* _Exercise_
Write out, word for word, the part of the listing below that opens with the line containing "ctx.lineJoin = 'round';" and closes with the line containing "ctx.font = font + ' Overpass,sans-serif';", keeping both of those lines and adding no others.

* _Information provided_
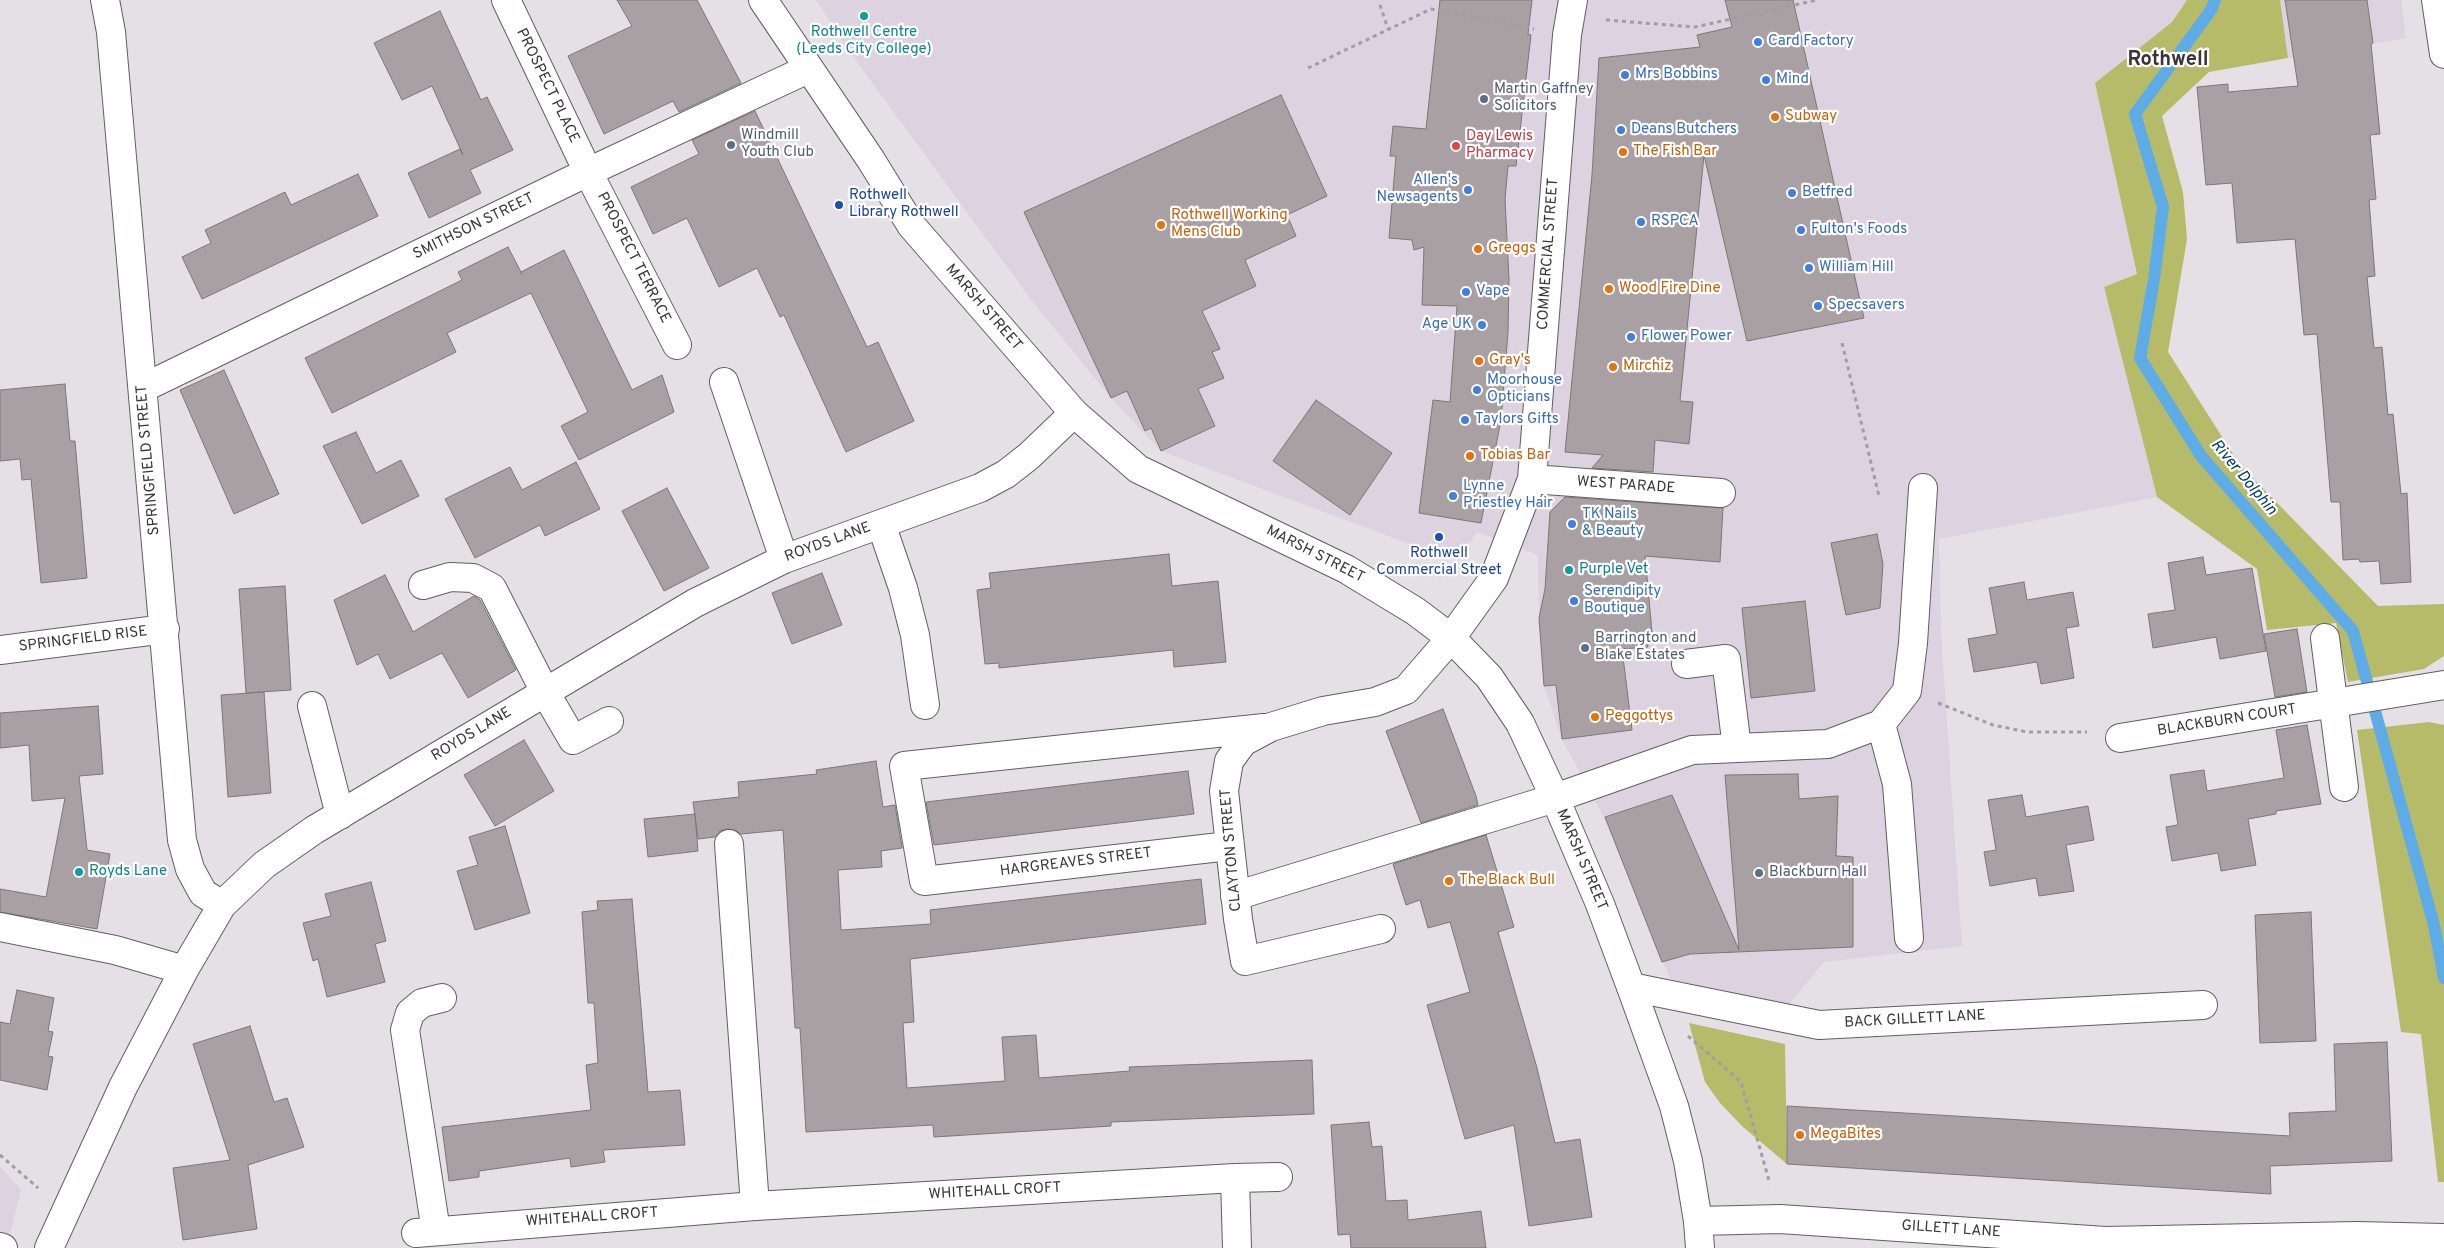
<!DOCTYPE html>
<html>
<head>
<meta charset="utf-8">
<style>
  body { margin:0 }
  canvas { display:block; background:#e5dfe6 }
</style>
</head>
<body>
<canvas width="2444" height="1248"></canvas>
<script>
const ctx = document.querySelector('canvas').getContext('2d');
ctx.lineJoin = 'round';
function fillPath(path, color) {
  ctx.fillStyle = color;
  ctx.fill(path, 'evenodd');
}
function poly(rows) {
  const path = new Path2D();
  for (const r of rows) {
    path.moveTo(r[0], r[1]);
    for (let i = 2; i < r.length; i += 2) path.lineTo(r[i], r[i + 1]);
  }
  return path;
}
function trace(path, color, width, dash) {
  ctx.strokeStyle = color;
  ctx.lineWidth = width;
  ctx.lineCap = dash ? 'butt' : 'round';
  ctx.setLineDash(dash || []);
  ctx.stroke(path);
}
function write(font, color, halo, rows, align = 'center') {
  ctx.font = font + ' Overpass,sans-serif';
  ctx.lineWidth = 4.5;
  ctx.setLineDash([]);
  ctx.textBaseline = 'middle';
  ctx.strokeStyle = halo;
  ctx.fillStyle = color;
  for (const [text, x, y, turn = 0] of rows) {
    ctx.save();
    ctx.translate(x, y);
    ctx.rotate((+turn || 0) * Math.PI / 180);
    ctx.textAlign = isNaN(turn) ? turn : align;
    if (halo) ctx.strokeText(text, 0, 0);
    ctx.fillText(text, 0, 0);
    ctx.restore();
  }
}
const built = poly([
  [816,0,2187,0,2172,22,2095,83,2137,275,2104,287,2157,497,1939,539,1941,632,1962,946,1824,962,1789,1004,1670,979,1604,818,1562,739,1544,686,1539,618,1538,555,1477,532,1467,546,1450,551,1431,552,1161,451,1111,398,1032,301,846,47],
  [2280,0,2401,0,2406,38,2288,58],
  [0,1167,21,1189,7,1248,0,1248]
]);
const green = poly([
  [2187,0,2280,0,2288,58,2209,72,2162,116,2183,192,2187,239,2168,352,2240,465,2378,606,2444,604,2444,656,2424,669,2348,682,2336,623,2267,630,2257,569,2157,497,2104,287,2137,274,2095,83,2172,22],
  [2429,722,2444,725,2444,1182,2438,1182,2421,1034,2401,1032,2357,730],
  [1689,1023,1785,1044,1787,1164,1743,1127,1720,1103,1705,1082]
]);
const stream = poly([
  [2215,0,2211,10,2135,114,2163,207,2154,279,2140,358,2201,456,2353,631,2434,925,2444,978]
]);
const building = poly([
  [617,0,697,0,741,83,679,112,673,101,604,134,568,56,632,26,617,0],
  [1440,0,1532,0,1528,34,1531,35,1516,166,1508,166,1505,199,1509,280,1508,332,1501,420,1481,523,1419,513,1433,400,1450,402,1457,306,1422,305,1424,247,1414,250,1412,240,1389,238,1396,156,1390,156,1393,126,1426,129,1440,0],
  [1725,0,1793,0,1864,318,1747,341,1704,155,1680,401,1693,402,1689,444,1655,440,1653,472,1592,468,1603,455,1565,452,1592,175,1599,58,1700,47,1697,35,1732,27,1725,0],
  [2285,0,2367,0,2373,43,2371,44,2380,134,2370,135,2376,199,2369,200,2375,276,2367,277,2374,348,2382,347,2388,415,2393,414,2401,494,2407,493,2411,582,2381,584,2379,561,2360,562,2359,559,2343,560,2340,502,2331,502,2317,334,2304,335,2295,239,2237,243,2232,183,2206,185,2197,87,2228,84,2228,92,2298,86,2285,0],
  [440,11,481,100,487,97,513,150,470,170,481,193,429,218,408,173,460,149,463,155,432,86,402,100,374,43,440,11],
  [1281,95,1327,196,1287,215,1296,236,1245,260,1256,286,1202,311,1220,349,1212,352,1224,378,1198,389,1215,426,1161,451,1151,428,1145,431,1127,391,1111,398,1024,212,1281,95],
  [755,111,867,347,878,342,914,421,846,452,784,315,780,317,757,268,719,287,687,218,653,234,631,187,699,154,692,140,755,111],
  [358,174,378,216,202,299,182,257,211,243,205,230,285,192,291,205,358,174],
  [508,247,522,274,521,272,564,250,632,390,662,375,674,412,579,460,561,426,588,412,531,293,447,333,456,352,332,413,305,358,462,280,458,272,508,247],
  [224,370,279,494,234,514,180,390,224,370],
  [65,384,70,441,75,441,87,578,41,583,31,479,22,480,20,459,0,461,0,390,65,384],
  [1316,400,1392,453,1350,515,1273,461,1316,400],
  [356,432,376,473,401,460,419,496,362,524,323,446,356,432],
  [576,462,600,509,545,536,540,525,475,558,445,499,510,467,522,490,576,462],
  [667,488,709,568,664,591,622,511,667,488],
  [1565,497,1723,508,1720,562,1645,556,1652,632,1647,632,1648,647,1622,649,1632,730,1562,739,1556,685,1544,686,1539,618,1545,589,1550,512,1565,497],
  [1877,534,1883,564,1880,608,1846,615,1831,543,1877,534],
  [1169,554,1172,586,1218,581,1226,662,1174,667,1173,650,999,668,999,663,985,664,977,590,991,588,989,573,1169,554],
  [2203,557,2206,575,2252,568,2266,651,2220,659,2216,637,2153,648,2148,614,2175,610,2168,563,2203,557],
  [822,573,842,625,792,644,772,593,822,573],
  [385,575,413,632,474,596,480,600,516,670,468,698,442,653,390,679,378,654,357,665,334,600,385,575],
  [2024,582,2027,600,2073,592,2079,626,2066,628,2074,678,2041,684,2037,662,1974,672,1968,639,1997,634,1989,588,2024,582],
  [285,586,291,690,246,693,239,589,285,586],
  [1805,601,1815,691,1751,698,1742,608,1805,601],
  [2297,629,2307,692,2275,697,2264,634,2297,629],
  [264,692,271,793,228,797,221,695,264,692],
  [98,706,103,774,79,776,87,850,110,854,97,929,0,912,0,889,46,897,65,798,32,801,29,745,0,748,0,713,98,706],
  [1443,709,1476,796,1478,805,1421,823,1386,731,1443,709],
  [2307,725,2321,804,2276,811,2276,814,2248,819,2256,865,2221,871,2218,853,2172,861,2166,827,2178,825,2170,775,2204,770,2207,791,2284,778,2276,730,2307,725],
  [524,740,554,791,495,826,464,775,524,740],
  [876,761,883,807,895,805,902,848,881,851,882,867,838,870,841,930,931,924,930,910,1201,879,1206,924,910,959,914,1022,903,1023,907,1088,1005,1081,1002,1037,1036,1035,1039,1078,1130,1071,1129,1067,1312,1060,1314,1114,1111,1122,1111,1126,934,1137,933,1125,806,1132,800,1028,795,1028,783,830,741,834,735,830,727,829,720,831,715,837,698,839,693,802,739,797,738,782,817,774,816,770,876,761],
  [1188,771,1194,814,934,845,926,802,1188,771],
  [1798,774,1799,799,1838,796,1836,856,1853,857,1853,947,1690,954,1662,962,1605,817,1672,795,1739,950,1725,775,1798,774],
  [2022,795,2026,817,2088,806,2094,840,2066,845,2074,891,2039,896,2036,878,1990,886,1984,852,1996,850,1988,800,2022,795],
  [695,814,698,851,648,857,644,819,695,814],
  [505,826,530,913,475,930,457,871,478,865,469,837,505,826],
  [1486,835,1514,927,1498,932,1537,1068,1555,1143,1580,1139,1592,1217,1529,1226,1514,1125,1465,1139,1427,1005,1470,992,1450,922,1428,928,1420,900,1406,905,1393,864,1486,835],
  [371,882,386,941,375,944,385,982,327,997,318,959,313,961,303,923,331,916,325,894,371,882],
  [632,899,648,1092,680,1090,685,1145,603,1150,605,1162,571,1167,570,1158,479,1171,479,1177,449,1181,442,1127,591,1110,586,1065,598,1063,594,1003,588,1003,582,912,598,910,597,901,632,899],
  [2311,912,2316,1041,2260,1043,2255,915,2311,912],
  [17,990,54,998,48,1031,53,1032,48,1056,53,1057,47,1090,0,1080,0,1022,10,1024,17,990],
  [250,1026,274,1102,287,1098,304,1147,248,1165,257,1229,183,1240,173,1168,230,1160,193,1044,250,1026],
  [2387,1042,2392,1161,2270,1166,2271,1194,1787,1164,1787,1106,2290,1136,2289,1113,2336,1111,2334,1044,2387,1042],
  [1369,1122,1372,1147,1382,1146,1386,1201,1407,1200,1408,1220,1481,1211,1486,1248,1351,1248,1350,1234,1338,1235,1331,1125,1369,1122]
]);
const path = poly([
  [1380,5,1388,29],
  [1606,20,1695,27,1817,0],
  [1308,68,1431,9,1534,29],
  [1842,343,1879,496],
  [1938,703,1993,725,2027,732,2087,732],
  [1688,1036,1741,1082,1770,1184],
  [0,1155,38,1188]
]);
const minor = poly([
  [105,0,111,32,182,840,190,869,203,893,222,905],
  [506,0,588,172,677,345],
  [2436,0,2444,54],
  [724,382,784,559],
  [143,388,588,172,808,69],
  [1532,479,1721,493],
  [881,524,903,588,915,635,925,705],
  [423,585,450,577,473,578,492,588,545,692,573,740,609,721],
  [2325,638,2344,787],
  [0,650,165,629],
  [1686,664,1726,659,1737,748],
  [312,706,340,815],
  [1881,724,1897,784,1909,938],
  [2120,738,2444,685],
  [729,844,755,1206],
  [1229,846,924,881,904,766,1264,728],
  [1235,896,1555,798,1692,750,1828,744,1881,724,1907,691,1913,643,1923,488],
  [0,927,115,950,184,970],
  [1381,929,1245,961,1238,919,1224,791,1229,761,1243,742,1271,727,1323,711,1375,702,1406,690,1451,638,1494,578,1532,479,1567,35,1573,0],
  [1631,987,1819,1025,2203,1005],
  [1235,1178,1278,1177],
  [1698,1221,1780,1219,2105,1241,2357,1236,2444,1238],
  [436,1231,405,1030,410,1013,422,1003,442,998],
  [416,1233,755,1206,1235,1178,1237,1248],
  [0,1247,3,1248],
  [49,1248,123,1087,184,970,222,905,264,865,314,830,695,603,784,559,980,488,1006,474,1029,456,1074,413]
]);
const major = poly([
  [763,0,871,160,911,225,1074,413,1138,469,1346,569,1415,611,1451,638,1489,677,1520,723,1555,798,1600,904,1631,987,1674,1106,1688,1161,1698,1221,1700,1248]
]);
const markers = [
  [864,16,5,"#0f9aa8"],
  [1758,42,5,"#3f7fe0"],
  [1625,75,5,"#3f7fe0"],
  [1766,80,5,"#3f7fe0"],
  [1484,99,5,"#5c6f8a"],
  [1775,117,5,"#e8710a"],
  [1621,130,5,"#3f7fe0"],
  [731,145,5,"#5c6f8a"],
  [1456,146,5,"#e0444e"],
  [1623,152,5,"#e8710a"],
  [1468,190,5,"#3f7fe0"],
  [1792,193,5,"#3f7fe0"],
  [839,205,5,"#1a4fb4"],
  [1641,222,5,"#3f7fe0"],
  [1161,225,5,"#e8710a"],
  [1801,230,5,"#3f7fe0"],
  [1478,249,5,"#e8710a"],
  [1809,268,5,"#3f7fe0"],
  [1609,289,5,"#e8710a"],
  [1466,292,5,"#3f7fe0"],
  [1818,306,5,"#3f7fe0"],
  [1482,325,5,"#3f7fe0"],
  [1631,337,5,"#3f7fe0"],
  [1479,361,5,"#e8710a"],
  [1613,367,5,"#e8710a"],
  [1477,390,5,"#3f7fe0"],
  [1465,420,5,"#3f7fe0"],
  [1470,456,5,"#e8710a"],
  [1453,496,5,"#3f7fe0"],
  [1572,524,5,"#3f7fe0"],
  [1439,537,5,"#1a4fb4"],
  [1569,570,5,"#0f9aa8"],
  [1574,601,5,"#3f7fe0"],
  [1585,648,5,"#5c6f8a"],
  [1595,717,5,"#e8710a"],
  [79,872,5,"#0f9aa8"],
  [1759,873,5,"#5c6f8a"],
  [1449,881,5,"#e8710a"],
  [1800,1135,5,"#e8710a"]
];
const cultureNames = [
  ["Rothwell Centre",864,33,"center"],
  ["(Leeds City College)",864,50,"center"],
  ["Purple Vet",1579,570],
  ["Royds Lane",89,872]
];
const shopNames = [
  ["Card Factory",1768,42],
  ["Mrs Bobbins",1635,75],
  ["Mind",1776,80],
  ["Deans Butchers",1631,130],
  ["Allen's",1458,181,"right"],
  ["Newsagents",1458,198,"right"],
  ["Betfred",1802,193],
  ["RSPCA",1651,222],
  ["Fulton's Foods",1811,230],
  ["William Hill",1819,268],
  ["Vape",1476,292],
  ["Specsavers",1828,306],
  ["Age UK",1472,325,"right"],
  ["Flower Power",1641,337],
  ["Moorhouse",1487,381],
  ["Opticians",1487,398],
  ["Taylors Gifts",1475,420],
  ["Lynne",1463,487],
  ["Priestley Hair",1463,504],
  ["TK Nails",1582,515],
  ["& Beauty",1582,532],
  ["Serendipity",1584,592],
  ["Boutique",1584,609]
];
const streetNames = [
  ["PROSPECT PLACE",547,86,64],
  ["SMITHSON STREET",474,227,-26],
  ["COMMERCIAL STREET",1549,254,-86],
  ["PROSPECT TERRACE",633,258,63],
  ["MARSH STREET",983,308,49],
  ["SPRINGFIELD STREET",149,460,-95],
  ["WEST PARADE",1626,486,4],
  ["ROYDS LANE",828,543,-20],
  ["MARSH STREET",1315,555,27],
  ["SPRINGFIELD RISE",83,640,-7],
  ["BLACKBURN COURT",2227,721,-9],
  ["ROYDS LANE",472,735,-31],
  ["CLAYTON STREET",1232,850,-95],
  ["MARSH STREET",1581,860,67],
  ["HARGREAVES STREET",1076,863,-7],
  ["BACK GILLETT LANE",1915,1020,-3],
  ["WHITEHALL CROFT",995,1192,-3],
  ["WHITEHALL CROFT",592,1218,-4],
  ["GILLETT LANE",1951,1230,4]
];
const serviceNames = [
  ["Martin Gaffney",1494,90],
  ["Solicitors",1494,107],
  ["Windmill",741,136],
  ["Youth Club",741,153],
  ["Barrington and",1595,639],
  ["Blake Estates",1595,656],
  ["Blackburn Hall",1769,873]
];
const foodNames = [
  ["Subway",1785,117],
  ["The Fish Bar",1633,152],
  ["Rothwell Working",1171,216],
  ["Mens Club",1171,233],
  ["Greggs",1488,249],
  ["Wood Fire Dine",1619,289],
  ["Gray's",1489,361],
  ["Mirchiz",1623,367],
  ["Tobias Bar",1480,456],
  ["Peggottys",1605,717],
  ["The Black Bull",1459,881],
  ["MegaBites",1810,1135]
];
const healthNames = [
  ["Day Lewis",1466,137],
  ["Pharmacy",1466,154]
];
const transitNames = [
  ["Rothwell",849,196],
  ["Library Rothwell",849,213],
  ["Rothwell",1439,554,"center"],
  ["Commercial Street",1439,571,"center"]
];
const waterNames = [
  ["River Dolphin",2243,478,50]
];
const districtNames = [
  ["Rothwell",2168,61]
];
fillPath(built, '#ddd2df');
fillPath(green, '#b5bb69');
trace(stream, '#5dabe7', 12);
fillPath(building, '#a9a0a4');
trace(building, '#7e7679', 1);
trace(minor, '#625e64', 30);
trace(major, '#625e64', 30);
trace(path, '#a19da2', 3, [4, 4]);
trace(minor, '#fff', 28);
trace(major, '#fff', 28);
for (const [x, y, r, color] of markers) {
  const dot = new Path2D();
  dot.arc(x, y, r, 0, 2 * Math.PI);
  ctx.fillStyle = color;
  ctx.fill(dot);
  trace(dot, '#fff', 2);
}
write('15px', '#0d838f', '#fff', cultureNames, 'left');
write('15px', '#366cbe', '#fff', shopNames, 'left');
write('15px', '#383639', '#fff', streetNames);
write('15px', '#4e5e75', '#fff', serviceNames, 'left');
write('15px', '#c56008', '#fff', foodNames, 'left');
write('15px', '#be3a42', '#fff', healthNames, 'left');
write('15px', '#164399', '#fff', transitNames, 'left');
write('italic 16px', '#003f66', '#fff', waterNames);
write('bold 20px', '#373338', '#fff', districtNames);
</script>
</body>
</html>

* _Solution to the problem_
ctx.lineJoin = 'round';
function fillPath(path, color) {
  ctx.fillStyle = color;
  ctx.fill(path, 'evenodd');
}
function poly(rows) {
  const path = new Path2D();
  for (const r of rows) {
    path.moveTo(r[0], r[1]);
    for (let i = 2; i < r.length; i += 2) path.lineTo(r[i], r[i + 1]);
  }
  return path;
}
function trace(path, color, width, dash) {
  ctx.strokeStyle = color;
  ctx.lineWidth = width;
  ctx.lineCap = dash ? 'butt' : 'round';
  ctx.setLineDash(dash || []);
  ctx.stroke(path);
}
function write(font, color, halo, rows, align = 'center') {
  ctx.font = font + ' Overpass,sans-serif';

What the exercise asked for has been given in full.